Health Insurance Portability and Accountability Act

The Health Insurance Portability and Accountability Act (HIPAA) make provisions for employees and their families to keep their health insurance when they change or lose their jobs. HIPAA also established national standards for security and privacy of electronic transmission of health care data.

HIPAA and DR Planning

HIPAA's security rule states that each organization must determine its own risk in the event of an emergency (that would result in loss of operations).

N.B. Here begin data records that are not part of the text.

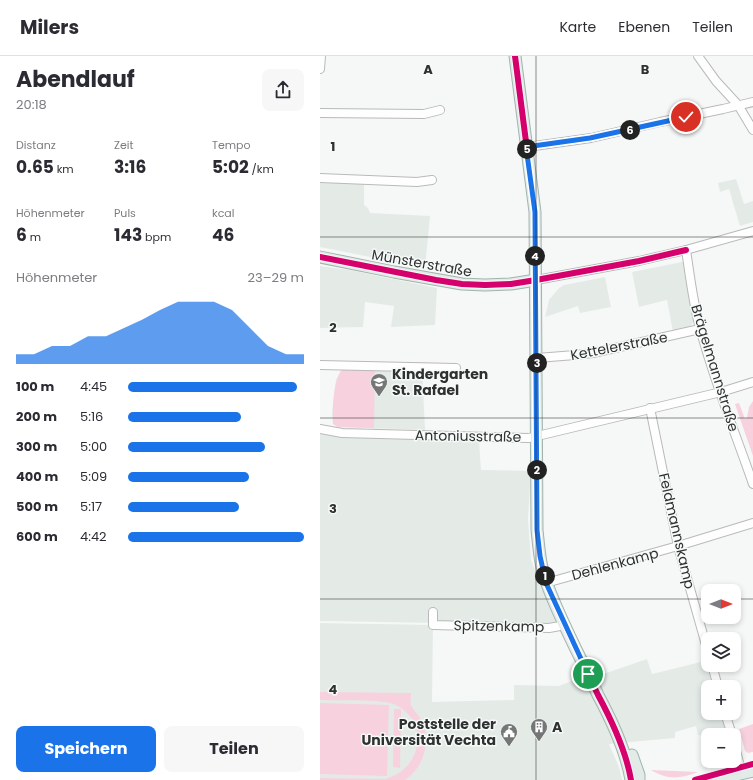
<!DOCTYPE html>
<html lang="de">
<head>
<meta charset="utf-8">
<style>
  body { margin:0; font-family:Poppins,sans-serif; background:#f7f7f7; color:#2b2b33; height:100vh; display:flex; flex-direction:column; font-size:15px; white-space:nowrap }
  * { box-sizing:border-box; margin:0 }
  p { font-size:13px; color:#7c7c81 }
  .icon { flex:none; width:22px; height:22px; fill:none; stroke:currentColor; stroke-width:2; stroke-linecap:round; stroke-linejoin:round }
  .map { position:relative; flex:1; overflow:hidden }
  .details { display:flex; flex-direction:column; background:#fff; width:320px }
  .details>* { flex:none }
  .needle { width:26px; rotate:90deg }
  .controls { position:absolute; left:381px; top:528px; display:grid; gap:8px }
  .controls a { display:grid; place-items:center; width:40px; height:40px; border-radius:8px; background:#fff; box-shadow:0 2px 6px #0003; font-size:20px }
  .pin { position:absolute; display:grid; place-items:center; width:34px; height:34px; color:#fff; margin:-17px; border:2px solid #fff; border-radius:50%; box-shadow:0 1px 4px #0007 }
  .km { position:absolute; width:20px; height:20px; margin:-10px; border-radius:50%; background:#222; color:#fff; font-size:11px; line-height:20px; text-align:center }
  .round { display:grid; place-items:center; flex:none; width:42px; height:42px; border-radius:8px; background:#f7f7f7 }
  .headline { display:flex; align-items:center; justify-content:space-between; height:68px; padding:0 16px }
  h1 { font-size:22px; font-weight:700; line-height:30px }
  .metrics { display:grid; grid-template-columns:repeat(3,1fr); gap:6px; height:68px; padding:4px 16px }
  .metrics div { display:grid; align-content:center }
  .metrics b { font-size:17px; font-weight:700 }
  .metrics small { font-size:11px; font-weight:400 }
  .metrics p { font-size:11px }
  .chart { height:112px; padding:8px 16px }
  .chart p { display:flex; justify-content:space-between }
  .chart svg { width:100%; height:72px; margin-top:4px; fill:#1a73e8; opacity:.7 }
  .primary-button { display:flex; gap:8px; margin-top:auto; padding:8px 16px }
  .primary-button a { flex:1; height:46px; border-radius:8px; background:#1a73e8; color:#fff; font-size:16px; font-weight:700; line-height:46px; text-align:center }
  .primary-button a+a { background:#f7f7f7; color:#2b2b33 }
  ul { padding:0 16px; list-style:none; font-size:13px }
  li { display:grid; grid-template-columns:64px 48px 1fr; align-items:center; height:30px }
  li i { height:10px; border-radius:5px; background:#1a73e8 }
  header { display:flex; align-items:center; gap:24px; box-sizing:border-box; height:56px; padding:0 20px; background:#fff; border-bottom:1px solid #e1e1e2 }
  header strong { font-size:19px }
  nav { display:flex; gap:22px; margin-inline-start:auto; font-size:14px }
  main { display:flex; flex:1; min-height:0 }
  .map>svg:first-child { display:block }
  .built { fill:#e4ebe7 }
  .green { fill:#f7d1de }
  .lines { fill:none; stroke-linecap:round; stroke-linejoin:round }
  .minor-casing { stroke:#b8bab9; stroke-width:10 }
  .major-casing { stroke:#a2b3ad; stroke-width:13 }
  .minor { stroke:#fefefe; stroke-width:8 }
  .major { stroke:#e2ebe8; stroke-width:11 }
  .cycleway-casing { stroke:#f5f9f8; stroke-width:8 }
  .cycleway { stroke:#d6006c; stroke-width:6 }
  .route-casing { stroke:#fff; stroke-width:8 }
  .route { stroke:#1a73e8; stroke-width:5 }
  .grid { fill:none; stroke:#2f3030; stroke-width:1; stroke-opacity:0.55 }
  .labels { text-anchor:middle; dominant-baseline:central; stroke-width:3; stroke-linejoin:round; paint-order:stroke }
  .street-label { font-size:14px; fill:#2f3030; stroke:#f5f9f8 }
  .poi-label { font-size:14px; font-weight:bold; fill:#2f3030; stroke:#f5f9f8; text-anchor:start }
  .grid-label { font-size:13px; text-anchor:middle; font-weight:bold; fill:#2f3030; stroke:#f5f9f8; stroke-width:3; stroke-linejoin:round; paint-order:stroke }
</style>
</head>
<body>
<header>
<strong>Milers</strong>
<nav><a>Karte</a><a>Ebenen</a><a>Teilen</a></nav>
</header>
<main>
<section class="details">
<div class="headline"><div><h1>Abendlauf</h1><p>20:18</p></div><a class="round"><svg class="icon" aria-label="share" viewBox="0 0 24 24"><path d="M12 15V3M7 8l5-5 5 5M5 13v7h14v-7"/></svg></a></div>
<div class="metrics">
<div><p>Distanz</p><b>0.65<small> km</small></b></div>
<div><p>Zeit</p><b>3:16</b></div>
<div><p>Tempo</p><b>5:02<small> /km</small></b></div>
</div>
<div class="metrics">
<div><p>Höhenmeter</p><b>6<small> m</small></b></div>
<div><p>Puls</p><b>143<small> bpm</small></b></div>
<div><p>kcal</p><b>46</b></div>
</div>
<div class="chart"><p><span>Höhenmeter</span>23–29 m</p>
<svg viewBox="0 0 160 44" preserveAspectRatio="none"><path d="M0 44V38L10 38L20 33L30 33L40 27L50 27L60 22L70 17L80 11L90 6L100 6L110 6L120 11L130 22L140 33L150 38L160 38V44z"/></svg>
</div>
<ul>
<li><b>100 m</b>4:45<i style="width:96%"></i></li>
<li><b>200 m</b>5:16<i style="width:64%"></i></li>
<li><b>300 m</b>5:00<i style="width:78%"></i></li>
<li><b>400 m</b>5:09<i style="width:69%"></i></li>
<li><b>500 m</b>5:17<i style="width:63%"></i></li>
<li><b>600 m</b>4:42<i style="width:100%"></i></li>
</ul>
<div class="primary-button"><a>Speichern</a><a>Teilen</a></div>
</section>
<div class="map">
<svg width="433" height="724" viewBox="0 0 433 724">
  <rect width="100%" height="100%" fill="#f6f8f7"/>
  <g class="built">
    <path d="M416,123L424,148L433,145V166L420,170L409,133L400,136L398,127Z"/>
    <path d="M2,126L44,128V149L48,152L50,157L110,160L105,212L0,191V127Z"/>
    <path d="M362,206H363L374,264L371,270L353,276L347,244L319,251L312,216Z"/>
    <path d="M0,210L29,214L117,232L115,269L71,271L74,250L45,246L43,271L0,272Z"/>
    <path d="M285,221L291,251L260,257L258,250L225,261L229,244L239,232L244,229Z"/>
    <path d="M23,312L102,313L105,374L18,371L13,368L12,358L16,324Z"/>
    <path d="M0,376L159,384L161,414L211,415L208,463L211,504L220,528L237,566L235,568L226,569L0,565Z"/>
    <path d="M0,567L113,569L112,646L194,644V629L239,630L264,620L266,624L327,603L332,618L385,605L393,631H388V657H401L407,679H388V705H414L385,713L386,680L378,679L376,670L355,676V682L289,688L299,711L302,724H0Z"/>
  </g>
  <g class="green">
    <path d="M23,312L55,313L54,372L18,371L13,368C12,354 13,323 23,312Z"/>
    <path d="M433,345V400L415,348L419,347L425,363L427,362L429,351Z"/>
    <path d="M0,636L91,637C91,641 90,647 91,650C94,655 99,659 102,665C111,686 104,711 85,724H0V722L65,723C101,714 111,667 76,649C62,642 18,645 0,644Z"/>
    <path d="M0,647L69,649L67,720L0,718Z"/>
    <path d="M74,653H81L80,712L73,711Z"/>
    <path d="M433,668V696L428,697L425,695L419,673Z"/>
    <path d="M331,714L378,716C360,723 347,724 331,714Z"/>
  </g>
  <g class="lines">
    <defs>
      <g id="minor">
        <path d="M378,0L396,25L418,49L433,74"/>
        <path d="M0,13L1,0"/>
        <path d="M0,57L104,58L120,54"/>
        <path d="M207,91L271,82L340,66L403,53L433,46"/>
        <path d="M0,122L97,126L112,124"/>
        <path d="M366,194C370,220 373,247 380,272C394,325 415,376 433,428"/>
        <path d="M216,224L319,205L366,194L433,175"/>
        <path d="M217,302L255,299L273,297L380,273"/>
        <path d="M0,309L136,312"/>
        <path d="M330,352L358,490L388,596"/>
        <path d="M0,373L22,377L209,382L401,336L433,326"/>
        <path d="M226,527L358,490L433,467"/>
        <path d="M113,556V569L229,572L240,570L245,568"/>
        <path d="M392,609L398,631"/>
        <path d="M405,657L412,679"/>
        <path d="M414,687L422,718"/>
      </g>
      <g id="major">
        <path d="M195,0L215,156L217,474C219,492 220,511 227,528C241,566 261,602 278,639C292,665 306,694 311,724"/>
        <path d="M0,201L74,216L142,228L165,229L191,228L216,224"/>
        <path d="M312,699L319,719V724"/>
        <path d="M395,724L433,715"/>
      </g>
    </defs>
    <use href="#minor" class="minor-casing"/>
    <use href="#major" class="major-casing"/>
    <use href="#minor" class="minor"/>
    <use href="#major" class="major"/>
    <defs>
      <g id="cycleway">
        <path d="M195,0L215,156L217,474C219,492 220,511 227,528C241,566 261,602 278,639C292,665 306,694 311,724"/>
        <path d="M0,201L116,224L142,228L165,229L191,228L216,224L319,205L366,194"/>
        <path d="M375,724L433,708"/>
      </g>
    </defs>
    <use href="#cycleway" class="cycleway-casing"/>
    <use href="#cycleway" class="cycleway"/>
  </g>
  <g class="lines">
    <defs>
      <path id="route" d="M268,618L226,527L220,500L217,474L215,156L206,91L270,82L366,61"/>
    </defs>
    <use href="#route" class="route-casing"/>
    <use href="#route" class="route"/>
  </g>
  <path class="grid" d="M216,0V724M0,181H433M0,362H433M0,543H388M414,543H433"/>
  <defs>
    <symbol id="school-pin" viewBox="-11 -11 22 30"><path d="M0 17L-7.5 6A9.5 9.5 0 1 1 7.5 6Z" fill="#757676" stroke="#f5f9f8"/><path d="M0-5L7-2L0 1L-7-2ZM-4 1L0 2.5L4 1V4Q0 6-4 4Z" fill="#fff"/></symbol>
    <symbol id="building-pin" viewBox="-11 -11 22 30"><path d="M0 17L-7.5 6A9.5 9.5 0 1 1 7.5 6Z" fill="#757676" stroke="#f5f9f8"/><path d="M-4-6H4V6H1V3H-1V6H-4ZM-2.5-4.3h1.7v1.8h-1.7ZM.8-4.3h1.7v1.8H.8ZM-2.5-1h1.7V.8h-1.7ZM.8-1h1.7V.8H.8Z" fill="#fff"/></symbol>
    <symbol id="civic-pin" viewBox="-11 -11 22 30"><path d="M0 17L-7.5 6A9.5 9.5 0 1 1 7.5 6Z" fill="#757676" stroke="#f5f9f8"/><path d="M-.6-6.5H3V-4.5H.6V-3L4-1V1h2V6H-6V1h2V-1L-.6-3ZM-1.2 2.5V6h2.4V2.5Z" fill="#fff"/></symbol>
  </defs>
  <g fill-rule="evenodd">
    <use href="#school-pin" x="49" y="316" width="20" height="27"/>
    <use href="#building-pin" x="209" y="661" width="20" height="27"/>
    <use href="#civic-pin" x="179" y="666" width="20" height="27"/>
  </g>
  <g class="labels">
    <g class="street-label">
      <text transform="translate(102 207) rotate(10)">Münsterstraße</text>
      <text transform="translate(299 290) rotate(-11)">Kettelerstraße</text>
      <text transform="translate(395 312) rotate(73)">Brägelmannstraße</text>
      <text transform="translate(148 380) rotate(1)">Antoniusstraße</text>
      <text transform="translate(357 475) rotate(77)">Feldmannskamp</text>
      <text transform="translate(295 508) rotate(-15)">Dehlenkamp</text>
      <text transform="translate(179 570) rotate(1)">Spitzenkamp</text>
    </g>
    <g class="poi-label">
      <text x="72" y="318">Kindergarten<tspan x="72" dy="16">St. Rafael</tspan></text>
      <text x="176" y="668" text-anchor="end">Poststelle der<tspan x="176" dy="16">Universität Vechta</tspan></text>
      <text x="232" y="671">A</text>
    </g>
  </g>
  <g class="grid-label">
    <text x="108" y="18">A</text>
    <text x="325" y="18">B</text>
    <text x="13" y="95">1</text>
    <text x="13" y="276">2</text>
    <text x="13" y="457">3</text>
    <text x="13" y="638">4</text>
  </g>
</svg>
<div class="controls">
<a><svg class="needle" viewBox="-14 -14 28 28"><path d="M0-13l5 13h-10z" fill="#e53935"/><path d="M0 13l5-13h-10z" fill="#7c7c81"/></svg></a>
<a><svg class="icon" aria-label="layers" viewBox="0 0 24 24"><path d="M12 4l9 5-9 5-9-5zM3 14l9 5 9-5"/></svg></a>
<a>+</a>
<a>−</a>
</div>
<div class="pin" style="left:268px;top:618px;background:#1e9e55"><svg class="icon" aria-label="arrive" viewBox="0 0 24 24"><path d="M6 21V4h12l-3 4 3 4H6"/></svg></div>
<div class="pin" style="left:366px;top:61px;background:#d93025"><svg class="icon" aria-label="check" viewBox="0 0 24 24"><path d="M5 12l5 5 9-10"/></svg></div>
<b class="km" style="left:225px;top:520px">1</b>
<b class="km" style="left:217px;top:414px">2</b>
<b class="km" style="left:217px;top:307px">3</b>
<b class="km" style="left:215px;top:200px">4</b>
<b class="km" style="left:207px;top:93px">5</b>
<b class="km" style="left:310px;top:74px">6</b>
</div>
</main>
</body>
</html>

However, there are three things that companies must be able to substantiate in regards to DR planning:

● There has been a formal analysis of risk to data (physical and virtual access).
● A DR plan exists that covers backup, storage and recovery.
● The DR plan adequately addresses the risks outline in the analysis.

FDA Title 21 Part 11

The U.S. Food and Drug Administration (FDA) is a public health agency that protects American consumers by enforcing laws that regulate the manufacture, storage, import and sale of food and medicine for humans and animals, as well as medical devices and cosmetics. CFR Title 21 Part 11 Electronic Records; Electronic Signatures (Part 11) is the rule regarding how all companies regulated by the FDA must maintain electronic records4 in order to remain compliant with Good Clinical, Laboratory and Manufacturing practices (GxP). Though finance and planning are excluded from Part 11, all other functional areas of FDA-regulated companies that involve GxP must comply or face legal sanctions and even criminal charges.

Title 21 Part 11 and DR Planning Part 11 has two basic requirements: that companies are able to generate accurate and complete copies of records for inspection and review during an audit, and that those records are protected so that they are readily retrievable throughout the required retention period. Data availability and protection at this level require a good business continuity plan that takes into consideration high availability, or "failover", and disaster recovery. The FDA realizes the potential impact of interruptions to critical business applications and therefore requires that electronic GxP applications must be always available – or at least quickly recoverable. For example, if a Windows based application involved in the supply chain for a critical drug fails – interrupting the national supply of the drug – millions of lives are at risk. Another goal of continuous business operation is disaster recovery – the ability to restore critical data and operations, to new hardware at the original site or at a different physical site, after a disaster.